• [Exercise objective]:
Wherever the string "Central" appears in the entries below, return the line that holds it.

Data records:
------------------------------------

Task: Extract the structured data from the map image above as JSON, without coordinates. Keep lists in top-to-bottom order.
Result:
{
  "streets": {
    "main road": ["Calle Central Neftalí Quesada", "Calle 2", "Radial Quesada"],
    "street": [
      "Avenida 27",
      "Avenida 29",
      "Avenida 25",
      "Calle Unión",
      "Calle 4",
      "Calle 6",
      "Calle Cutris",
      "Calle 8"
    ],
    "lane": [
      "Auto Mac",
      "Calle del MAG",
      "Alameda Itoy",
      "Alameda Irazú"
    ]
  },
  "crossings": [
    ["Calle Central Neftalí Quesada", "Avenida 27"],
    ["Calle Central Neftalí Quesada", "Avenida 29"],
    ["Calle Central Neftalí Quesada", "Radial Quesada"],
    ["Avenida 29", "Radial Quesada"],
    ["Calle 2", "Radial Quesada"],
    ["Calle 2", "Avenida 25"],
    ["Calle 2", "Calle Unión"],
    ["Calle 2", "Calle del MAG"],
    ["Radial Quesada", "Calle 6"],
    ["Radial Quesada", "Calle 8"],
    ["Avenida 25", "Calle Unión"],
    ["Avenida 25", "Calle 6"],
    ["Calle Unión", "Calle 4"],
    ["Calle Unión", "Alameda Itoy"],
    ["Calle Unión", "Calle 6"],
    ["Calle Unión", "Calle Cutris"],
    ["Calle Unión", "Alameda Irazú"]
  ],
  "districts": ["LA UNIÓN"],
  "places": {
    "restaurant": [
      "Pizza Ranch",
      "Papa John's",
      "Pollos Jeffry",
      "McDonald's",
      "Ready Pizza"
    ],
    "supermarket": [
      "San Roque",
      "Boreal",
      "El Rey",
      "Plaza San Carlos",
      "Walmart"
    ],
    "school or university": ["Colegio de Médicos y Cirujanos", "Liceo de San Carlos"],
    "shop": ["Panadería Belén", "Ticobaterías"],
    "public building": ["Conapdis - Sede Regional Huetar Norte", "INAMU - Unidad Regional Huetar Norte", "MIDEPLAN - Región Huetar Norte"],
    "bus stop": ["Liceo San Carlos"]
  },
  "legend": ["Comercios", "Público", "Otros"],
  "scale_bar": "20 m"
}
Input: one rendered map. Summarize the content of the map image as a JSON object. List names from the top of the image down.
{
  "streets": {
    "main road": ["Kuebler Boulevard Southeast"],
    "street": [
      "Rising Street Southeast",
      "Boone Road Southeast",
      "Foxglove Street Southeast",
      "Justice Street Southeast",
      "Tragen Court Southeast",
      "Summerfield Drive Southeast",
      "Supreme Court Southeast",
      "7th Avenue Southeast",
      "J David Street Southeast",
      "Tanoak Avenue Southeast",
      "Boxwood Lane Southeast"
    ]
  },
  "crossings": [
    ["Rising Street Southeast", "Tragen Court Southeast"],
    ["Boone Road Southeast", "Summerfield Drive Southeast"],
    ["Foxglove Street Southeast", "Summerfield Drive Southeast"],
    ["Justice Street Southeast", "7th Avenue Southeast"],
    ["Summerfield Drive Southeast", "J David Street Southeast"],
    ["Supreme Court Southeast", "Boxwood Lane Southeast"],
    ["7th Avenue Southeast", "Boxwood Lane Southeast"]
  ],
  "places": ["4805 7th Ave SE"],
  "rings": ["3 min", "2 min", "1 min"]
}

------------------------------------

• [Response to this task]:
    "main road": ["Calle Central Neftalí Quesada", "Calle 2", "Radial Quesada"],
    ["Calle Central Neftalí Quesada", "Avenida 27"],
    ["Calle Central Neftalí Quesada", "Avenida 29"],
    ["Calle Central Neftalí Quesada", "Radial Quesada"],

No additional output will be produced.